-- Opening Marker --
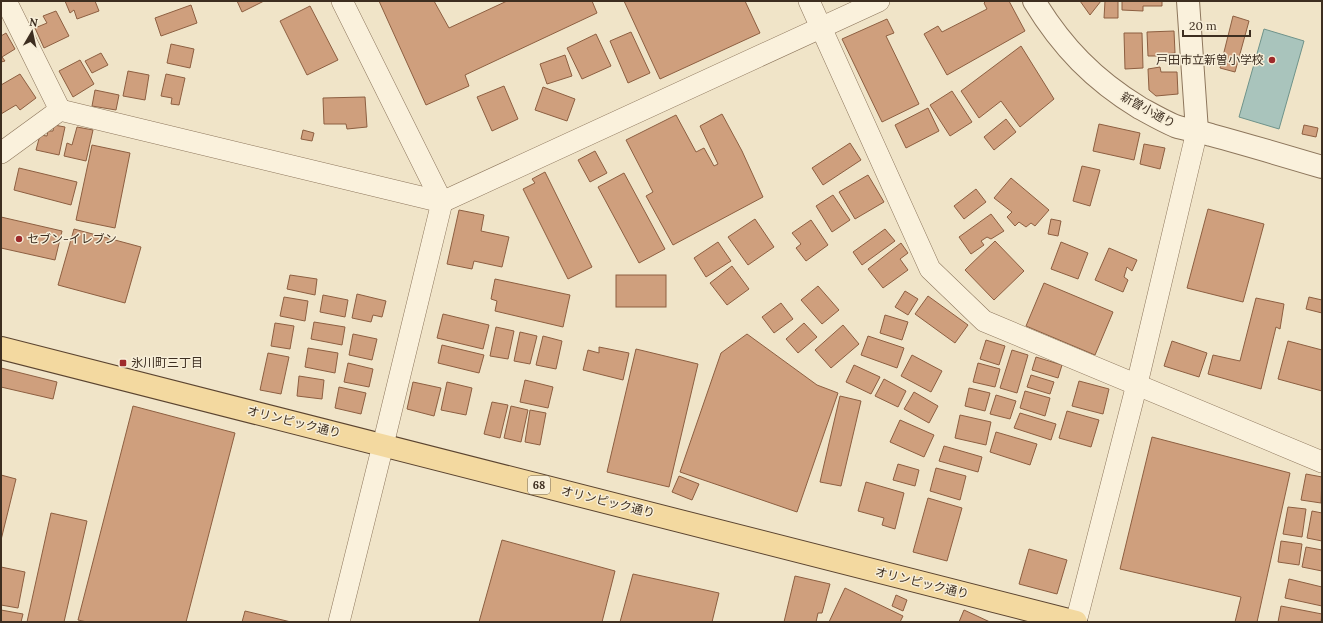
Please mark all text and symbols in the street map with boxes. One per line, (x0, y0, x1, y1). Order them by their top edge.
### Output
north arrow (12, 12, 52, 52)
scale bar (1183, 12, 1250, 38)
text: N (28, 15, 39, 30)
text: 20 m (1189, 18, 1217, 33)
place label: 戸田市立新曽小学校 (1156, 52, 1264, 67)
marker: 戸田市立新曽小学校 (1267, 55, 1277, 65)
street label: 新曽小通り (1118, 88, 1178, 131)
place label: セブン-イレブン (27, 231, 117, 246)
marker: セブン-イレブン (14, 234, 24, 244)
place label: 氷川町三丁目 (131, 355, 203, 370)
marker: 氷川町三丁目 (118, 358, 128, 368)
street label: オリンピック通り (246, 403, 343, 440)
road number: 68 (528, 476, 550, 494)
street label: オリンピック通り (560, 483, 657, 520)
street label: オリンピック通り (874, 564, 971, 601)

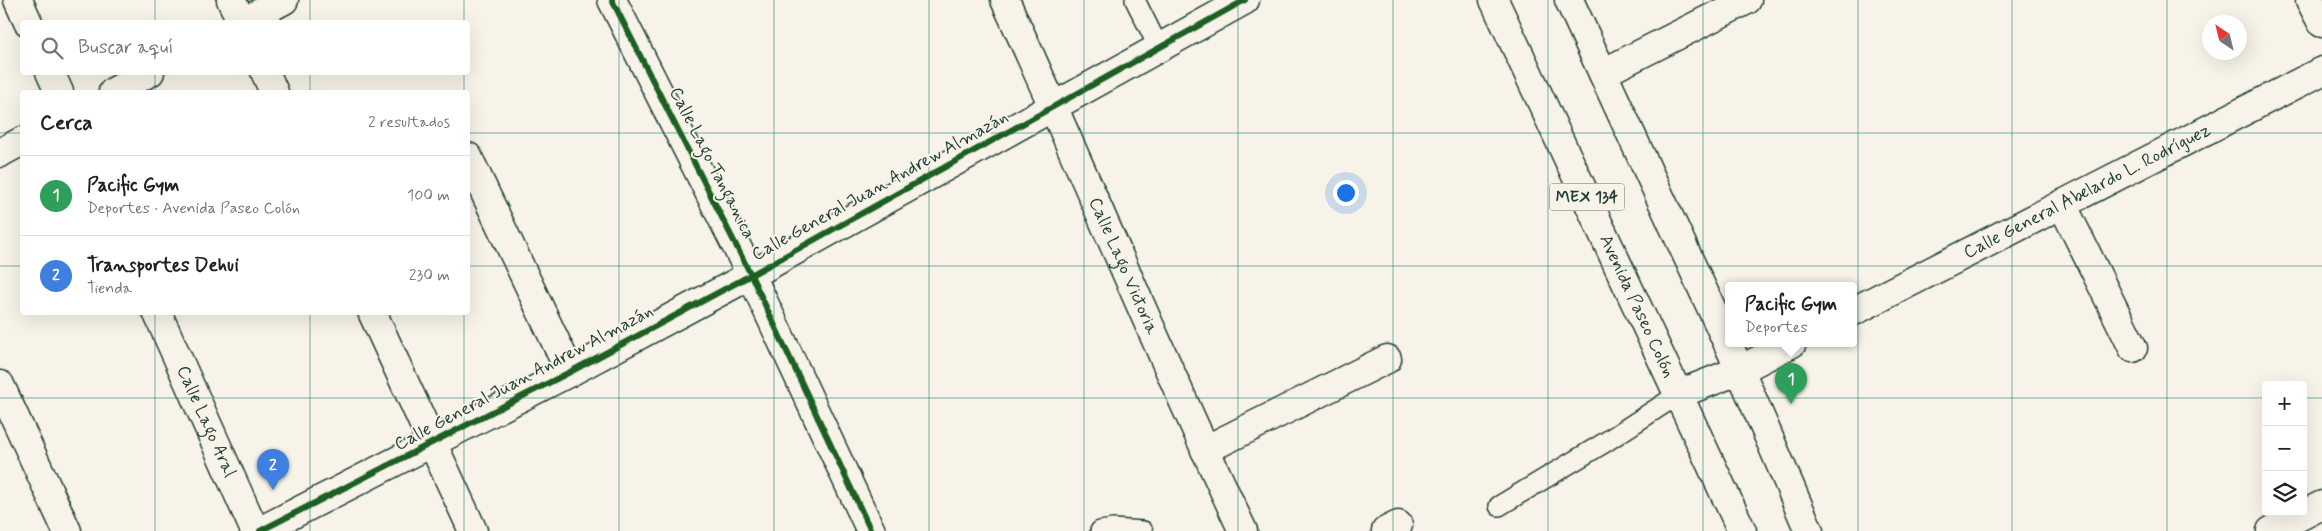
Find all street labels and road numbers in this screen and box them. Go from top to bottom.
-- Closing Marker --
ASSIGNED TASK:
Gather from the records above every line containing the string "them".

PROBLEM SOLUTION:
Please mark all text and symbols in the street map with boxes. One per line, (x0, y0, x1, y1). Order them by their top edge.
Find all street labels and road numbers in this screen and box them. Go from top to bottom.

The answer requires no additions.